- _WHAT YOU SHOULD DO_
Look through the entries. Copy each line that has the word "value".

☆ ☆ ☆ ☆ ☆ ☆ ☆

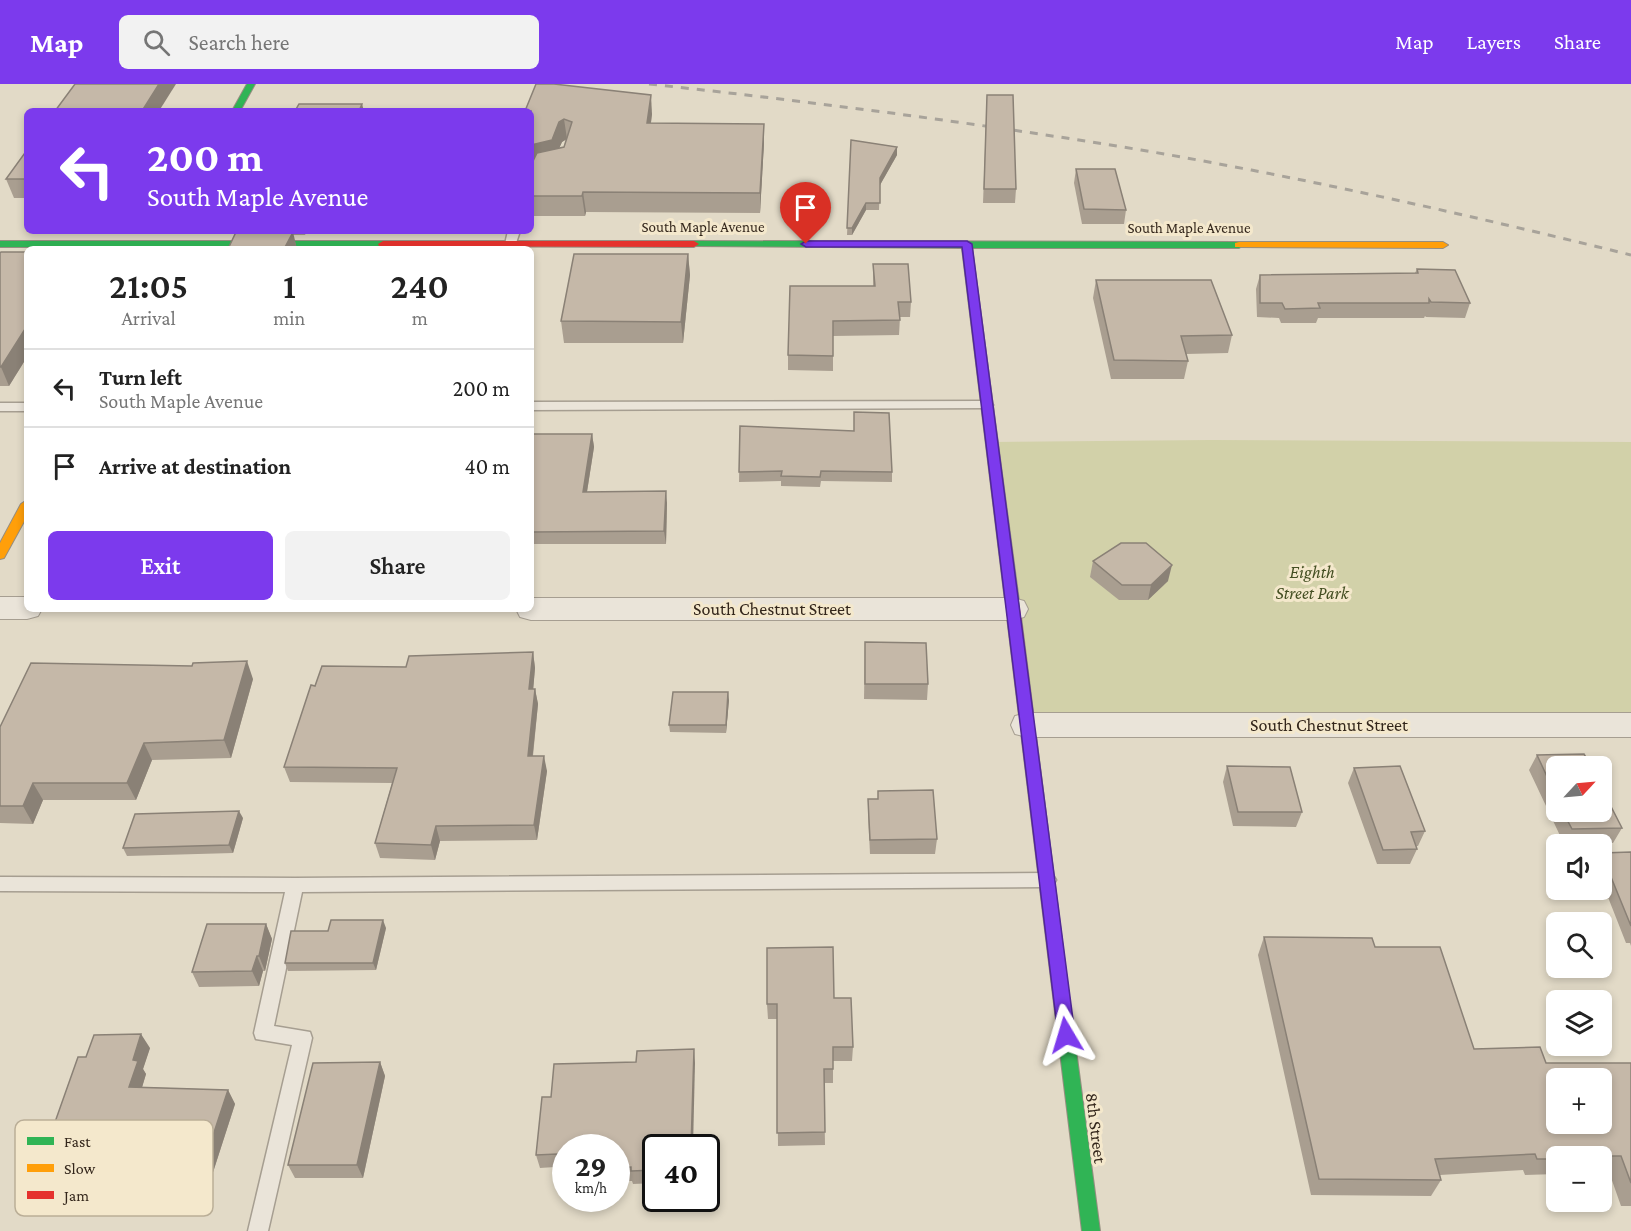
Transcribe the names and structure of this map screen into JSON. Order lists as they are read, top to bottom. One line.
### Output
{"streets":{"street":["South Maple Avenue","South Chestnut Street","8th Street"]},"crossings":[["South Maple Avenue","8th Street"],["South Chestnut Street","8th Street"]],"parks":["Eighth Street Park"],"legend":["Fast","Slow","Jam"],"north":"top right","page":{"header":"Map","search":"Search here","nav":["Map","Layers","Share"],"turn":["200 m","South Maple Avenue"],"eta":["21:05","Arrival","1","min","240","m"],"list":[{"name":"Turn left","note":"South Maple Avenue","value":"200 m"},{"name":"Arrive at destination","value":"40 m"}],"buttons":["Exit","Share"],"map_buttons":["+","−"],"speed":"29 km/h","limit":"40"}}
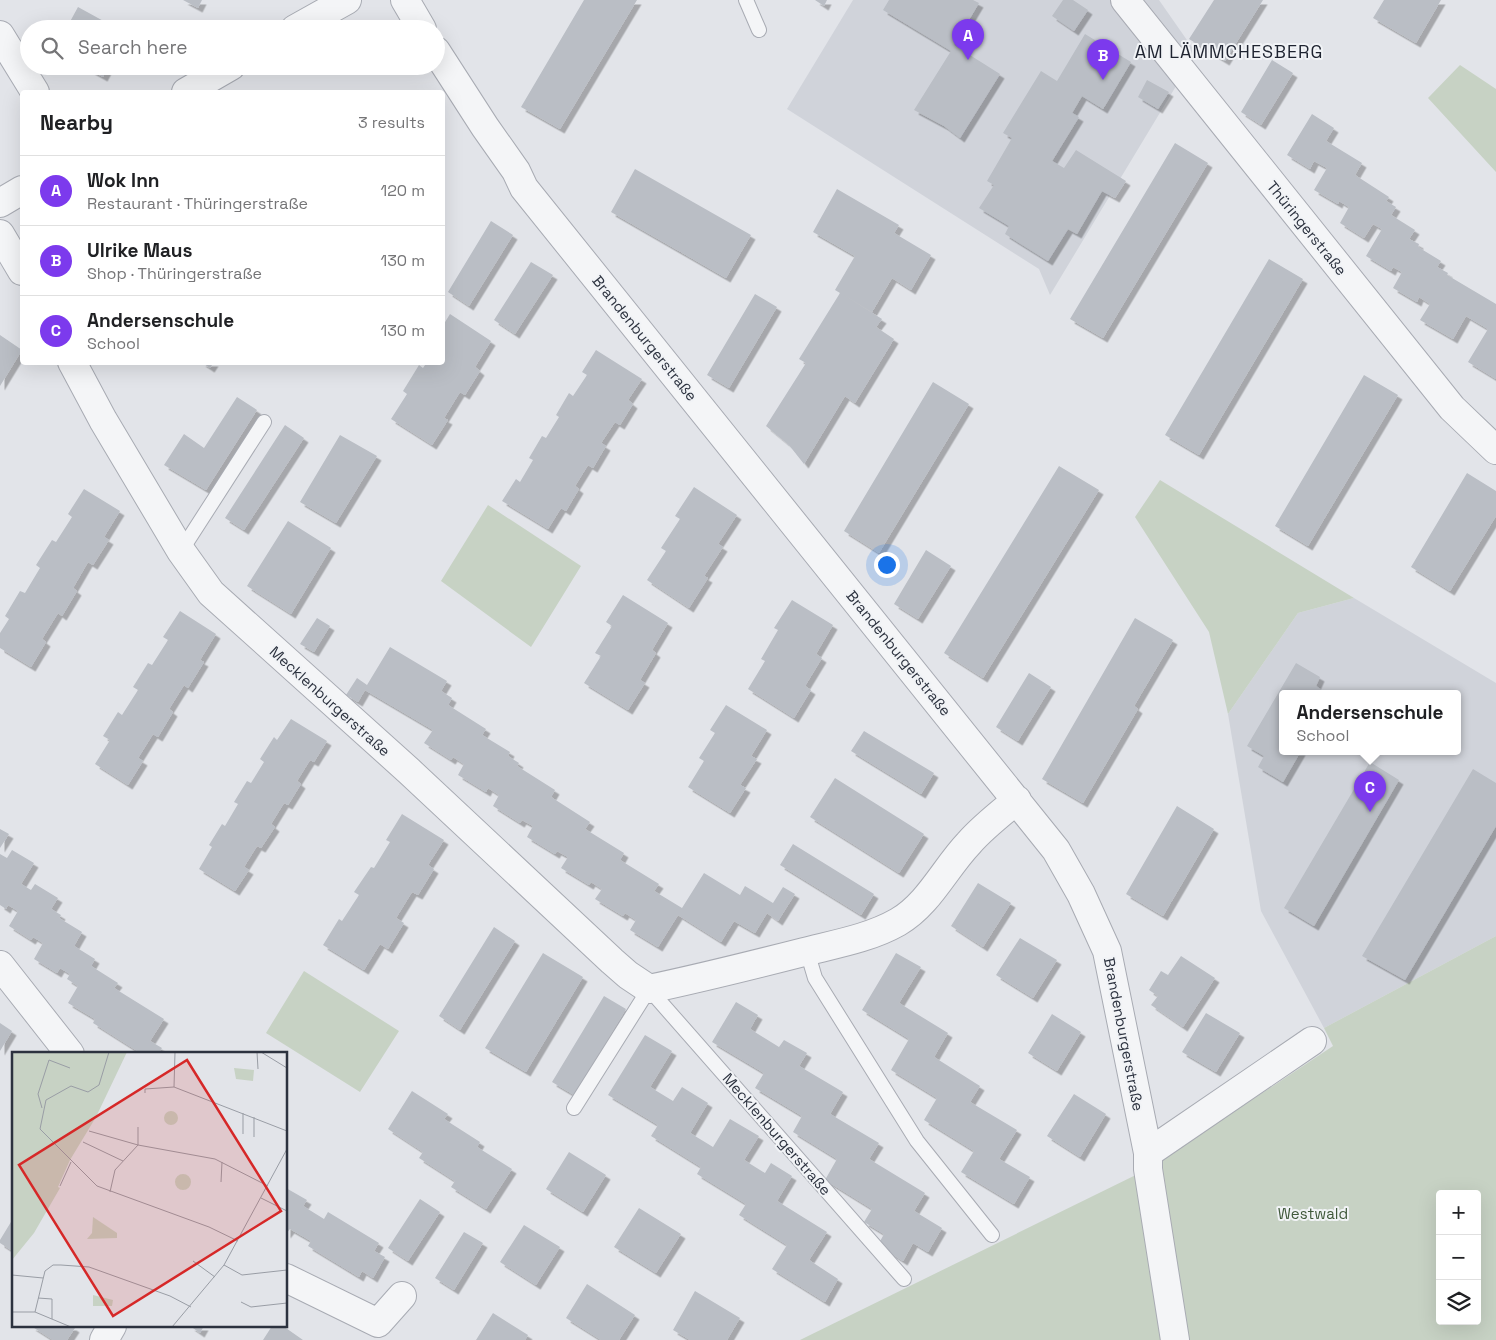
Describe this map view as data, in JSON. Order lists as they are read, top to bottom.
{
  "streets": {
    "street": ["Thüringerstraße", "Brandenburgerstraße", "Mecklenburgerstraße"]
  },
  "districts": ["AM LÄMMCHESBERG"],
  "parks": ["Westwald"],
  "page": {
    "pins": ["A", "B", "C"],
    "search": "Search here",
    "heading": ["Nearby", "3 results"],
    "list": [
      {
        "mark": "A",
        "name": "Wok Inn",
        "note": "Restaurant · Thüringerstraße",
        "value": "120 m"
      },
      {
        "mark": "B",
        "name": "Ulrike Maus",
        "note": "Shop · Thüringerstraße",
        "value": "130 m"
      },
      {
        "mark": "C",
        "name": "Andersenschule",
        "note": "School",
        "value": "130 m"
      }
    ],
    "popup": ["Andersenschule", "School"],
    "map_buttons": ["+", "−"]
  }
}
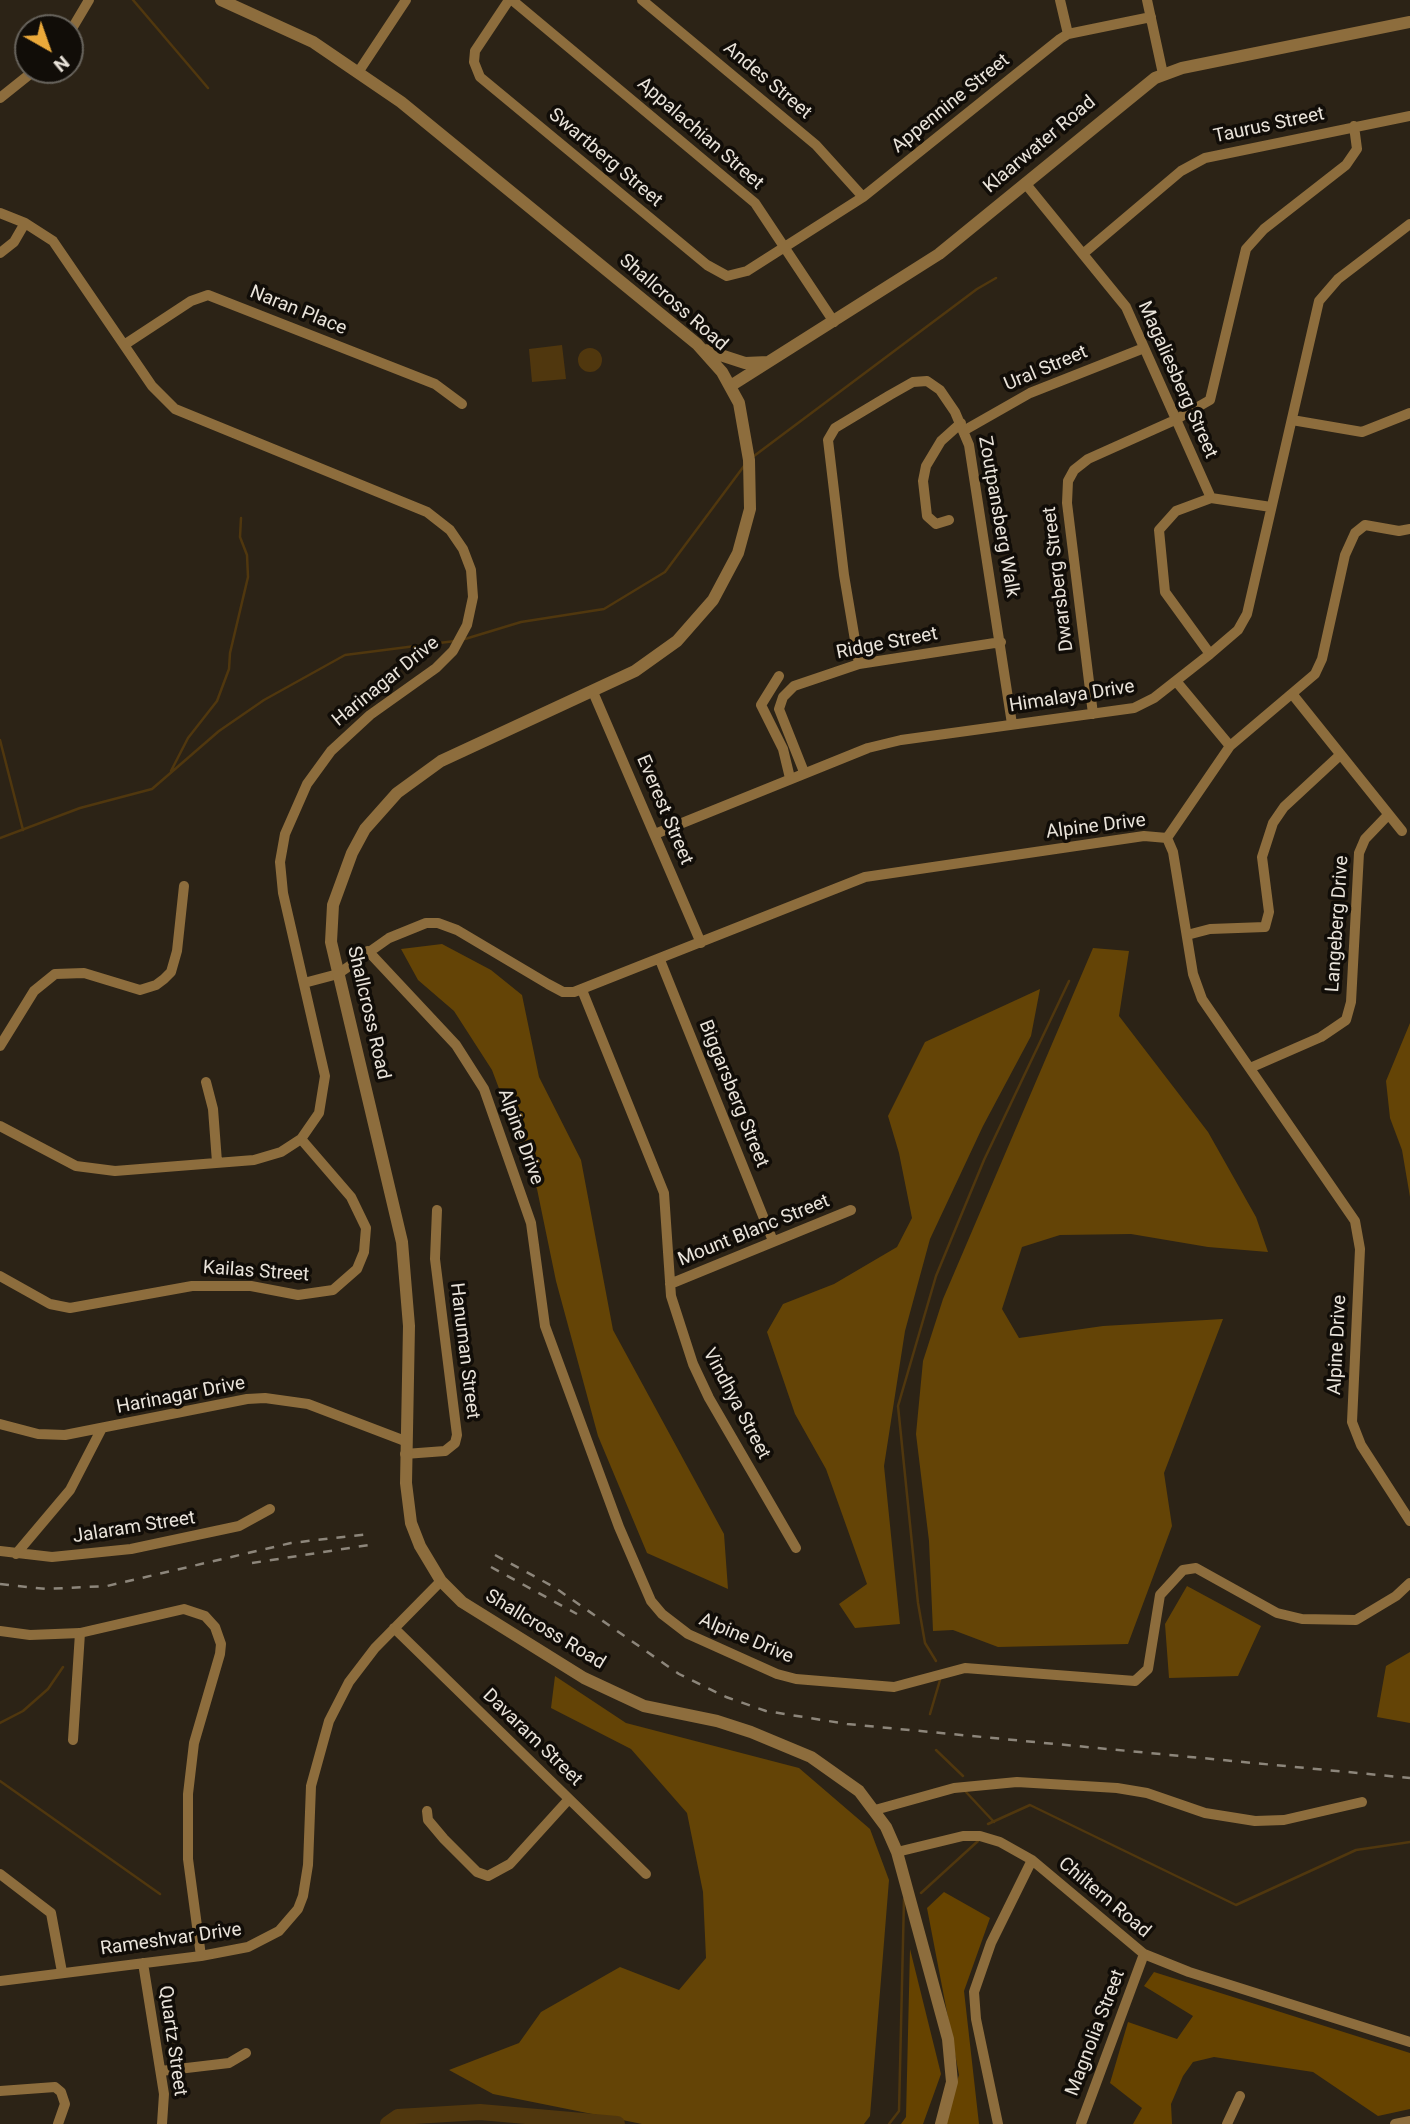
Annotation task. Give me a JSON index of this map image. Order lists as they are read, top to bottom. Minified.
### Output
{"streets":{"street":["Andes Street","Appennine Street","Taurus Street","Appalachian Street","Klaarwater Road","Swartberg Street","Shallcross Road","Naran Place","Ural Street","Magaliesberg Street","Zoutpansberg Walk","Dwarsberg Street","Ridge Street","Harinagar Drive","Himalaya Drive","Everest Street","Alpine Drive","Langeberg Drive","Biggarsberg Street","Mount Blanc Street","Kailas Street","Hanuman Street","Vindhya Street","Jalaram Street","Davaram Street","Chiltern Road","Rameshvar Drive","Magnolia Street","Quartz Street"]},"crossings":[["Andes Street","Appennine Street"],["Appennine Street","Appalachian Street"],["Appennine Street","Swartberg Street"],["Taurus Street","Magaliesberg Street"],["Taurus Street","Dwarsberg Street"],["Appalachian Street","Klaarwater Road"],["Appalachian Street","Swartberg Street"],["Klaarwater Road","Shallcross Road"],["Klaarwater Road","Magaliesberg Street"],["Shallcross Road","Harinagar Drive"],["Shallcross Road","Everest Street"],["Shallcross Road","Hanuman Street"],["Shallcross Road","Chiltern Road"],["Shallcross Road","Rameshvar Drive"],["Naran Place","Harinagar Drive"],["Ural Street","Magaliesberg Street"],["Ural Street","Zoutpansberg Walk"],["Magaliesberg Street","Dwarsberg Street"],["Zoutpansberg Walk","Ridge Street"],["Zoutpansberg Walk","Himalaya Drive"],["Dwarsberg Street","Himalaya Drive"],["Ridge Street","Himalaya Drive"],["Harinagar Drive","Kailas Street"],["Harinagar Drive","Hanuman Street"],["Himalaya Drive","Everest Street"],["Everest Street","Alpine Drive"],["Alpine Drive","Langeberg Drive"],["Alpine Drive","Biggarsberg Street"],["Alpine Drive","Vindhya Street"],["Biggarsberg Street","Mount Blanc Street"],["Mount Blanc Street","Vindhya Street"],["Davaram Street","Rameshvar Drive"],["Chiltern Road","Magnolia Street"],["Rameshvar Drive","Quartz Street"]],"north":"bottom right"}
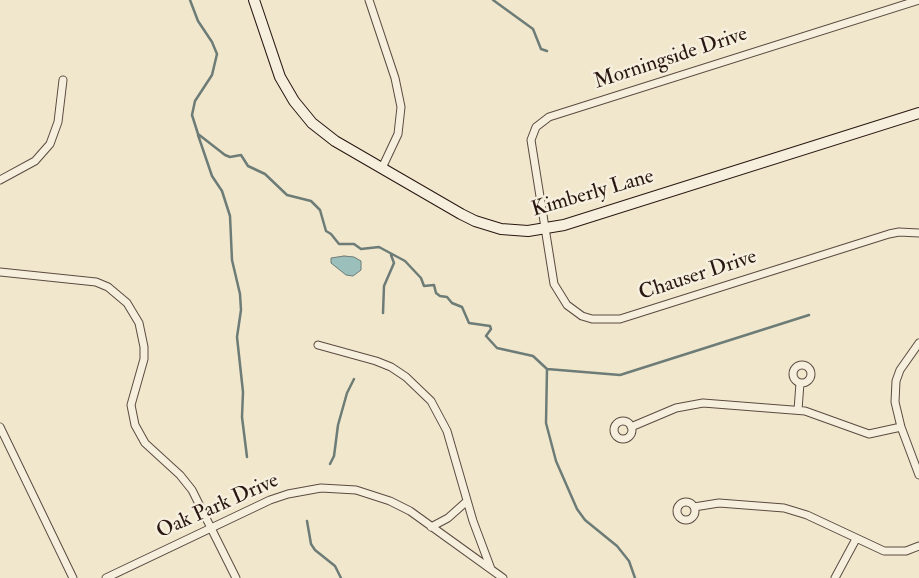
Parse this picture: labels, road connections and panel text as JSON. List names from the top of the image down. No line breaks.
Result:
{"streets":{"street":["Morningside Drive","Kimberly Lane","Chauser Drive","Oak Park Drive"]},"crossings":[["Morningside Drive","Kimberly Lane"],["Morningside Drive","Chauser Drive"],["Kimberly Lane","Chauser Drive"]]}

☆ ☆ ☆ ☆ ☆ ☆ ☆

- _RESULT OF THIS TASK_
{"streets":{"street":["South Maple Avenue","South Chestnut Street","8th Street"]},"crossings":[["South Maple Avenue","8th Street"],["South Chestnut Street","8th Street"]],"parks":["Eighth Street Park"],"legend":["Fast","Slow","Jam"],"north":"top right","page":{"header":"Map","search":"Search here","nav":["Map","Layers","Share"],"turn":["200 m","South Maple Avenue"],"eta":["21:05","Arrival","1","min","240","m"],"list":[{"name":"Turn left","note":"South Maple Avenue","value":"200 m"},{"name":"Arrive at destination","value":"40 m"}],"buttons":["Exit","Share"],"map_buttons":["+","−"],"speed":"29 km/h","limit":"40"}}
        "value": "120 m"
        "value": "130 m"
        "value": "130 m"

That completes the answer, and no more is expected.